■ **Material to process**:
========================

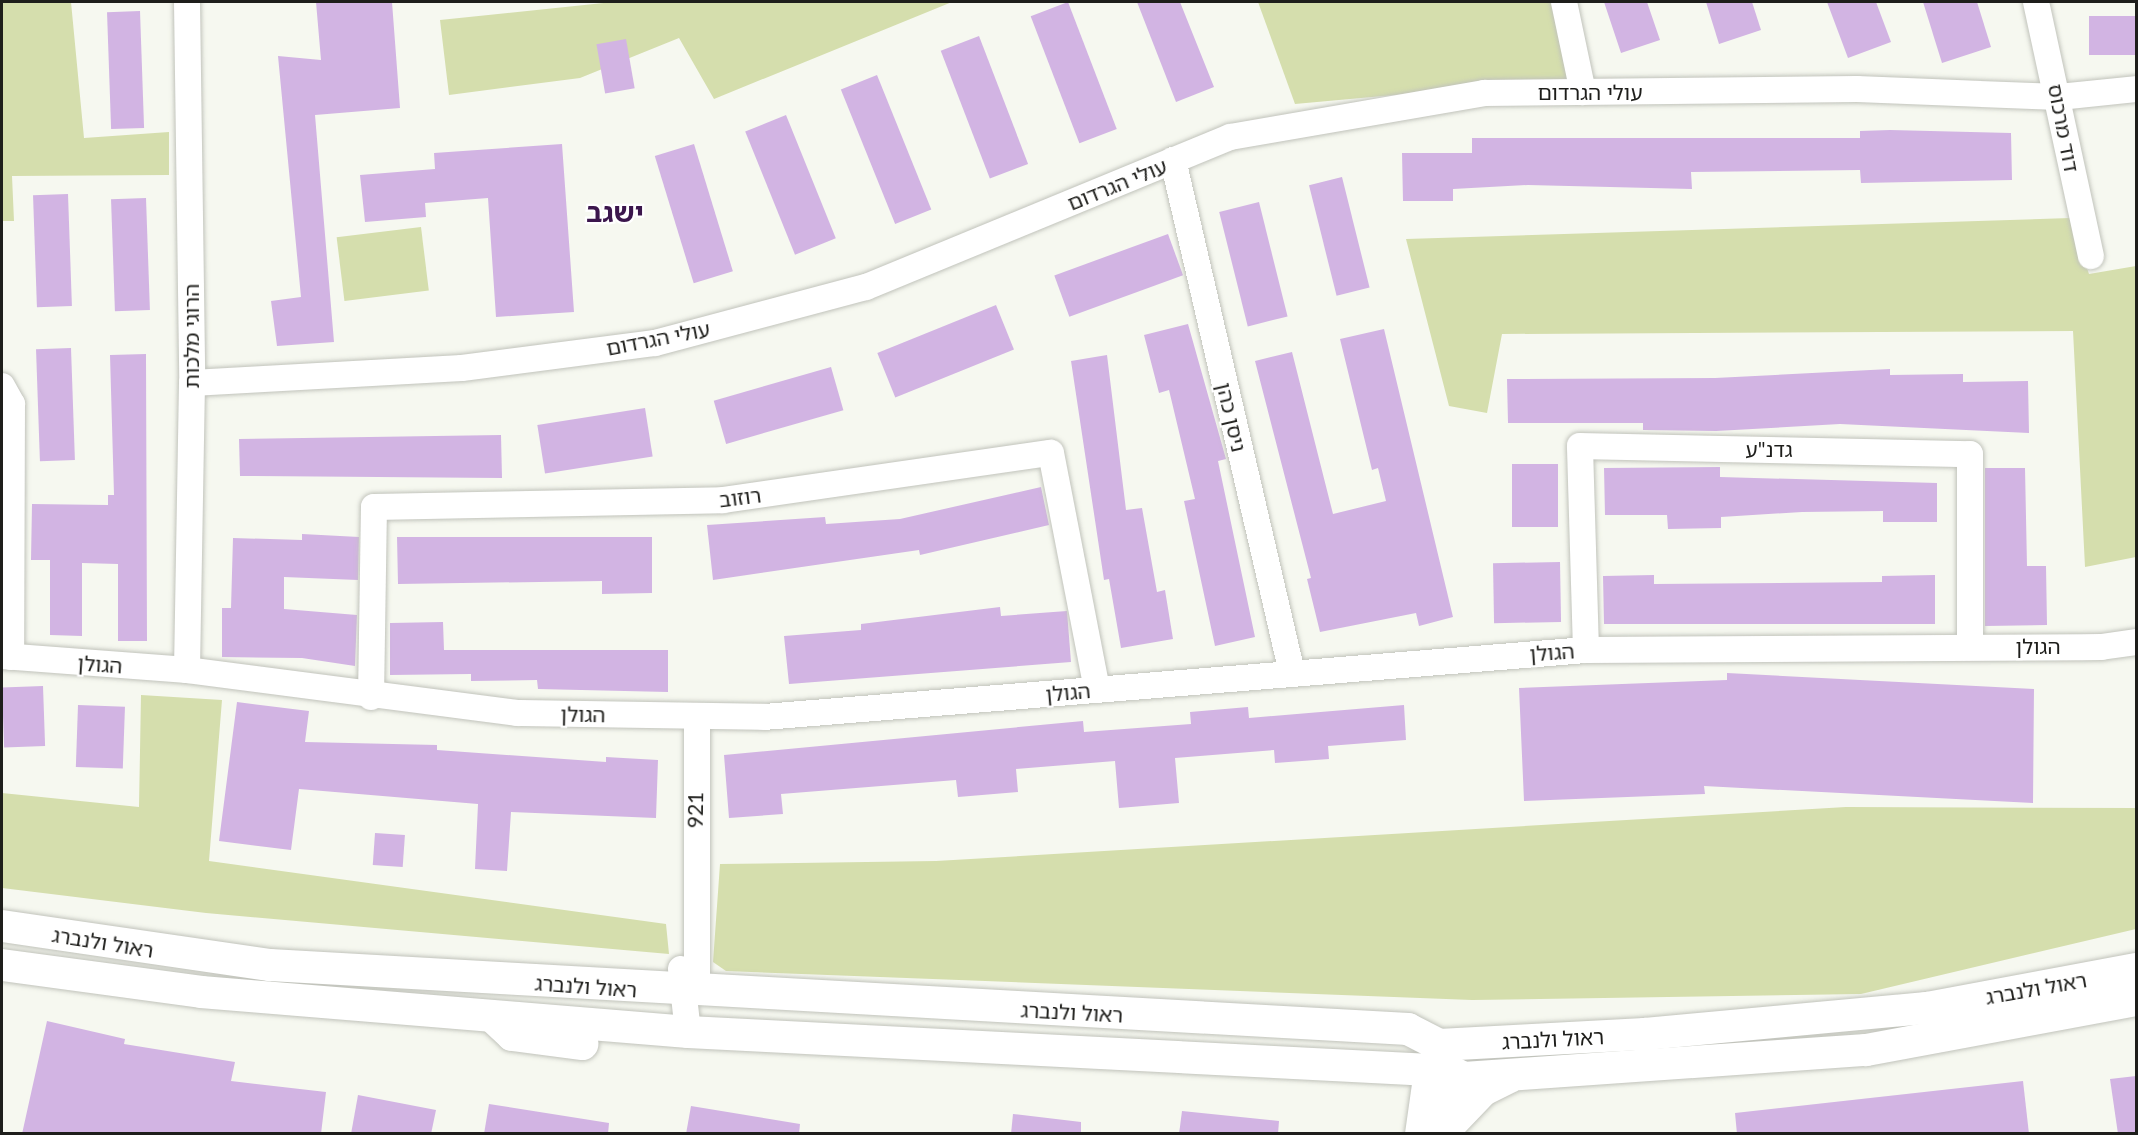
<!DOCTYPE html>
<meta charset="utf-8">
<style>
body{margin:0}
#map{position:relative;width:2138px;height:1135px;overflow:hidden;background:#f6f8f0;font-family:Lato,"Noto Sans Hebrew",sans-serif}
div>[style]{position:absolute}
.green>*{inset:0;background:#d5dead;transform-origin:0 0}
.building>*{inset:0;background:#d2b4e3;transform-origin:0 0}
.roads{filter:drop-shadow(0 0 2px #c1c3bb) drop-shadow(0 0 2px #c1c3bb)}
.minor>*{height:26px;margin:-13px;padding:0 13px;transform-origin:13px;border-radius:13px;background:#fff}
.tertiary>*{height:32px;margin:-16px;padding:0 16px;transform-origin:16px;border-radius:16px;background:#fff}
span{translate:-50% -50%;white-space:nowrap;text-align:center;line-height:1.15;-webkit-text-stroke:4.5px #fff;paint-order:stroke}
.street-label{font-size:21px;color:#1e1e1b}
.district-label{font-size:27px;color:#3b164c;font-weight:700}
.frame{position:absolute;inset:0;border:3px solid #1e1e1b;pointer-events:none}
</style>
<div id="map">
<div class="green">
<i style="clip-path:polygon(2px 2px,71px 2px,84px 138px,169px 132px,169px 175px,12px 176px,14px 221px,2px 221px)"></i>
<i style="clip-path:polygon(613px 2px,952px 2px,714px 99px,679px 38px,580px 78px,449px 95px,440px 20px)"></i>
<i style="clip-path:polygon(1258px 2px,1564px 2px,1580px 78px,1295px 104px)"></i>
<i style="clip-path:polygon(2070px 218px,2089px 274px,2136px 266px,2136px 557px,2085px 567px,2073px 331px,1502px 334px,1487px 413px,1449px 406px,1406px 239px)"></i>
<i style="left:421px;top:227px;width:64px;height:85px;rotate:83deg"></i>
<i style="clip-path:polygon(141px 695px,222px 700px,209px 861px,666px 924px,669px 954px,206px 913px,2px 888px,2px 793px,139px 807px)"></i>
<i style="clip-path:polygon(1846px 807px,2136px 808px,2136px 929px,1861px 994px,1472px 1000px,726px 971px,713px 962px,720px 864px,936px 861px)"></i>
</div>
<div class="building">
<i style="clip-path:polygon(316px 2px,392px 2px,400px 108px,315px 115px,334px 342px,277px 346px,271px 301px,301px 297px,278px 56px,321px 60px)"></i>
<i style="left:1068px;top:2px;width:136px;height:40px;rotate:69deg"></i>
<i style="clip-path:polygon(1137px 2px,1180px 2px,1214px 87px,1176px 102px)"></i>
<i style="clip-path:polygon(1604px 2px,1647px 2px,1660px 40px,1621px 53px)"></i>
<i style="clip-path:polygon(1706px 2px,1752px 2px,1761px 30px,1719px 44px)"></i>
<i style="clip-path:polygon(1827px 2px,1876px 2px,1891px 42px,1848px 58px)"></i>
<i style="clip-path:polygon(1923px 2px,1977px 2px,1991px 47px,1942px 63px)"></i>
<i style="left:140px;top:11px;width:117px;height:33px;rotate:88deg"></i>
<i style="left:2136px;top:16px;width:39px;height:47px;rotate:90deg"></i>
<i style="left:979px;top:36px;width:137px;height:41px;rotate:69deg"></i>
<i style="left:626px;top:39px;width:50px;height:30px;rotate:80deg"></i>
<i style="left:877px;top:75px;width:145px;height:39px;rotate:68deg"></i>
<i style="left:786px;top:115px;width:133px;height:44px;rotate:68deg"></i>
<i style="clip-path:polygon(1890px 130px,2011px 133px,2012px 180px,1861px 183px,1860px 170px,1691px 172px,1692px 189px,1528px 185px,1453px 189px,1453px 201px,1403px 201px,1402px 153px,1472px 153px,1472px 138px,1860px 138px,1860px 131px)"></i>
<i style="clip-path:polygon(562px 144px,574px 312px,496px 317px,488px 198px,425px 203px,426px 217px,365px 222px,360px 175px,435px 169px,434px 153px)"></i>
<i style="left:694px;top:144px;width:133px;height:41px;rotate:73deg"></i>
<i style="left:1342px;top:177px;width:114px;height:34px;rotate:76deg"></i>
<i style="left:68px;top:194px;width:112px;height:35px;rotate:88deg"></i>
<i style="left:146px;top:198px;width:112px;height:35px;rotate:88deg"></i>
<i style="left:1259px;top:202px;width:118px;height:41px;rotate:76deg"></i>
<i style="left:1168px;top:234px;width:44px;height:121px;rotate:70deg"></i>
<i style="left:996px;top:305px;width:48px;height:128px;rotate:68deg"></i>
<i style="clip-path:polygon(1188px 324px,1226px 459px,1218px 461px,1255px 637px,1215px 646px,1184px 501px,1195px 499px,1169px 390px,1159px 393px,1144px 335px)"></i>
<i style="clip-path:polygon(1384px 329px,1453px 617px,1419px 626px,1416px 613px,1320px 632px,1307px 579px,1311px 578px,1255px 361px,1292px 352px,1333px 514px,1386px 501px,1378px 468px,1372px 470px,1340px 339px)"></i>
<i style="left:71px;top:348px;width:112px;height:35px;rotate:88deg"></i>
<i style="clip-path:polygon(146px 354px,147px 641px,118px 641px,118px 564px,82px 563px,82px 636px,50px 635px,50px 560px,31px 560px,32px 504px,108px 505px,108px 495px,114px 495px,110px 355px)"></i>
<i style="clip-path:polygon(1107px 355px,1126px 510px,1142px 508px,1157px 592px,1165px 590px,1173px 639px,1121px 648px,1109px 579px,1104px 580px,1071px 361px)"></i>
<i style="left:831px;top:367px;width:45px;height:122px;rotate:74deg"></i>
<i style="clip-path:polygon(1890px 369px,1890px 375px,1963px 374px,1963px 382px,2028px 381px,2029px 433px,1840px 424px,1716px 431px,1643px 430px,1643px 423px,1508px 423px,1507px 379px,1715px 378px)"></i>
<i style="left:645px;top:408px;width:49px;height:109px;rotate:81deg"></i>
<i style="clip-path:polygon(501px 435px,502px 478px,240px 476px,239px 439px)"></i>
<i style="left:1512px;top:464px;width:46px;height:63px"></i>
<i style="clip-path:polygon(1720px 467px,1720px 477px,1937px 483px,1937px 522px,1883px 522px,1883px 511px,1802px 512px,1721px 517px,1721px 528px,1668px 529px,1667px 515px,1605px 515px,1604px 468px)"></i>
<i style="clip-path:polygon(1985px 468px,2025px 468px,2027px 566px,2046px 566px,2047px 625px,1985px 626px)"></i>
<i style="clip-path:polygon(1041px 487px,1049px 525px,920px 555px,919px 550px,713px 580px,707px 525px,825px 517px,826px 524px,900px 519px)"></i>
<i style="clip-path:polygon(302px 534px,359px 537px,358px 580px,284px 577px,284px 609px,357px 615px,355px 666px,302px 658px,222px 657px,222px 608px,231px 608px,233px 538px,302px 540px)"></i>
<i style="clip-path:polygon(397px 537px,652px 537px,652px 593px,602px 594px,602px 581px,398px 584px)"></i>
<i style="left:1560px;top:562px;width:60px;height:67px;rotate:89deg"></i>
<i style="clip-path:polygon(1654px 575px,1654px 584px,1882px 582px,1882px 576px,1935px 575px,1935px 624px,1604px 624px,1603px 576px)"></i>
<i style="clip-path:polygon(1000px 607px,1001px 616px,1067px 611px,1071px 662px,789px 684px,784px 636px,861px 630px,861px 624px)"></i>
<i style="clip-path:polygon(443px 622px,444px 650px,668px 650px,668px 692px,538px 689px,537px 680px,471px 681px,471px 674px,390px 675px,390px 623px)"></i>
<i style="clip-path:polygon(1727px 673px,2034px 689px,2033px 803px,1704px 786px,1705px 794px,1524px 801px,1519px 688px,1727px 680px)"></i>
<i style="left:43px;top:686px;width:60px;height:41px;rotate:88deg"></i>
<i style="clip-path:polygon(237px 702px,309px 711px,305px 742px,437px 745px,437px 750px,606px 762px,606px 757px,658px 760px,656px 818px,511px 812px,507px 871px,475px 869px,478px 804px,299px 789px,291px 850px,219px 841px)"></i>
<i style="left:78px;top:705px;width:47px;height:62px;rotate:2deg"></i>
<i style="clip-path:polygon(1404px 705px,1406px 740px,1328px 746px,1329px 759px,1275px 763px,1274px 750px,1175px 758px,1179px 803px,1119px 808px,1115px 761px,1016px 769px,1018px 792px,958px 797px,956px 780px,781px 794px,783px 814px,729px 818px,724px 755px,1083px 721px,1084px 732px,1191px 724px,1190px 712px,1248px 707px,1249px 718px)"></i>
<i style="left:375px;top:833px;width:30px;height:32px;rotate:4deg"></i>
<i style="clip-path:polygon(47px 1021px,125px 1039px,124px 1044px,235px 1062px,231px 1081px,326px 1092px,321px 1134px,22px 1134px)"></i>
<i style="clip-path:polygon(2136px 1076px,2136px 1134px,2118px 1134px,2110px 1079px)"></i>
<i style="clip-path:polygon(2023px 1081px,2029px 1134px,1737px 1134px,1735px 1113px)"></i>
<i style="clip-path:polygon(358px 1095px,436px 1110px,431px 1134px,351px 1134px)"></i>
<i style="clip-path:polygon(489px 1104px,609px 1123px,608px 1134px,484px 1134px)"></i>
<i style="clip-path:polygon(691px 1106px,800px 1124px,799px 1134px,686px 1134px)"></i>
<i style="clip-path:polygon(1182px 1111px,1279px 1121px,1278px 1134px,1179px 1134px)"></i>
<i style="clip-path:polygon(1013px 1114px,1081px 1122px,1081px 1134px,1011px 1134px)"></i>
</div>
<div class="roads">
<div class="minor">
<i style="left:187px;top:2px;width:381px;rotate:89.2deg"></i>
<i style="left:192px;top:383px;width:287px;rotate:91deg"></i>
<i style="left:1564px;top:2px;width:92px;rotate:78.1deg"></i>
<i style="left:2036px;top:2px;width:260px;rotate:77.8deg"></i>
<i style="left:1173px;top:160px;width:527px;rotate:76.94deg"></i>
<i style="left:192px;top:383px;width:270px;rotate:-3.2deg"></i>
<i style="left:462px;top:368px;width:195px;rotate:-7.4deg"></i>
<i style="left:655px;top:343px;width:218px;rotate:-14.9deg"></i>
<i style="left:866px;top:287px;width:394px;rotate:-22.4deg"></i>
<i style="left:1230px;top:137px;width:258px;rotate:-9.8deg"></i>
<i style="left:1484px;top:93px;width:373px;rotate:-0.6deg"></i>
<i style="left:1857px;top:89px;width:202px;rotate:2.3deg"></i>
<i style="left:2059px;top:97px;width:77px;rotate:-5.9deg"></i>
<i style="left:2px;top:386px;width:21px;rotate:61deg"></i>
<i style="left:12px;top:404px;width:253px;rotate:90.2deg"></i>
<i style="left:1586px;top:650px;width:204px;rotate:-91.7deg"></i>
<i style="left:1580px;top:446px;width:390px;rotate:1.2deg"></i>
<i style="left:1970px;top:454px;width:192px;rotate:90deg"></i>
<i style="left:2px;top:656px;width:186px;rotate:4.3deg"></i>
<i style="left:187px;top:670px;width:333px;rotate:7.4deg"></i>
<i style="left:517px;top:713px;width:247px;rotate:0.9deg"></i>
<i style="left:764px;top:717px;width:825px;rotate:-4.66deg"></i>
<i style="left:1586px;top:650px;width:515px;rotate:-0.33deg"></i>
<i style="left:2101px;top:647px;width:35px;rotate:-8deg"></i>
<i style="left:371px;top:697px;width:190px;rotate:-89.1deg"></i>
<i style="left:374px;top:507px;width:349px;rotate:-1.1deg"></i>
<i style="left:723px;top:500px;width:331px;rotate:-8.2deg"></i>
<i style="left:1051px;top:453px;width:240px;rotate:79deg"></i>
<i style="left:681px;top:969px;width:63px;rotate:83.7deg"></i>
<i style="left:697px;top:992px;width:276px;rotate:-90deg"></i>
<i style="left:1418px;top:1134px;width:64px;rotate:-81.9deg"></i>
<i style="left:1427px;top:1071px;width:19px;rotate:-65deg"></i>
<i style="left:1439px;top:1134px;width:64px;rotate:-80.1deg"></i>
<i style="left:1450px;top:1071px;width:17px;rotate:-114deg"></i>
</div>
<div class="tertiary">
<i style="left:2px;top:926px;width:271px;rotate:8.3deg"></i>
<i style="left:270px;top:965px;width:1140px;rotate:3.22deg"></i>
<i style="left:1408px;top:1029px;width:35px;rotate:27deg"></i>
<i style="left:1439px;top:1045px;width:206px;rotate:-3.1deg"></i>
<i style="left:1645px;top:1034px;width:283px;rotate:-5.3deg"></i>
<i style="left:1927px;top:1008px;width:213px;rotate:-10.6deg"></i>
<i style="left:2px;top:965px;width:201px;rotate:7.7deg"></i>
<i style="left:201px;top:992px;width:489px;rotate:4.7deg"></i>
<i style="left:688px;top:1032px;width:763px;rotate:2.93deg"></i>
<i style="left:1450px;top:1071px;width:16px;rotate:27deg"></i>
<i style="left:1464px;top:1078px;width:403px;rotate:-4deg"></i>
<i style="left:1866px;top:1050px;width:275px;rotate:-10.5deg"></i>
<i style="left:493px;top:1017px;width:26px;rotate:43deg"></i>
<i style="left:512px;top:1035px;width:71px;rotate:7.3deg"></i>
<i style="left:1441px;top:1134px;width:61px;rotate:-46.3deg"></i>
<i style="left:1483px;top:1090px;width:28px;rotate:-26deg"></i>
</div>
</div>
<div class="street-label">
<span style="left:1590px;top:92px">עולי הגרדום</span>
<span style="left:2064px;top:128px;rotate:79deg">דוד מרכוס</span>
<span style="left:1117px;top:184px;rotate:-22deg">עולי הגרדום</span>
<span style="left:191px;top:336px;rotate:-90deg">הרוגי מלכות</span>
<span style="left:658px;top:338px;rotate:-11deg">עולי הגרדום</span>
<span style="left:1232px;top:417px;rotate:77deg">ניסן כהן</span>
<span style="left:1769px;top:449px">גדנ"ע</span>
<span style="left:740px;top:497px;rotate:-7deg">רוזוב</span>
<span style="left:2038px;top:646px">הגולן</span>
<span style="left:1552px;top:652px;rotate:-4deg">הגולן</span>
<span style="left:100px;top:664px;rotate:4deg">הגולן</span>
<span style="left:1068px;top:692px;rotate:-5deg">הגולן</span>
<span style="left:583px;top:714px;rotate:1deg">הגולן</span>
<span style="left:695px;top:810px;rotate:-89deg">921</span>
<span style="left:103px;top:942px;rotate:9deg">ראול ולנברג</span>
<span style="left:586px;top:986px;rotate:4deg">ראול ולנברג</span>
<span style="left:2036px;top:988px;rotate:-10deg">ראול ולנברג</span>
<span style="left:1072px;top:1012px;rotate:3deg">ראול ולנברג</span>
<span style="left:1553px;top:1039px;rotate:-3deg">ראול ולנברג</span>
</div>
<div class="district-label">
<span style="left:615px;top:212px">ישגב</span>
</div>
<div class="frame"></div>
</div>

========================

■ **Problem to solve**: Your answer should be the lines from the first record down to the line containing "2px #c1c3bb) drop-shadow(0", restated exactly, with no pictures.

■ **Task result**:
<!DOCTYPE html>
<meta charset="utf-8">
<style>
body{margin:0}
#map{position:relative;width:2138px;height:1135px;overflow:hidden;background:#f6f8f0;font-family:Lato,"Noto Sans Hebrew",sans-serif}
div>[style]{position:absolute}
.green>*{inset:0;background:#d5dead;transform-origin:0 0}
.building>*{inset:0;background:#d2b4e3;transform-origin:0 0}
.roads{filter:drop-shadow(0 0 2px #c1c3bb) drop-shadow(0 0 2px #c1c3bb)}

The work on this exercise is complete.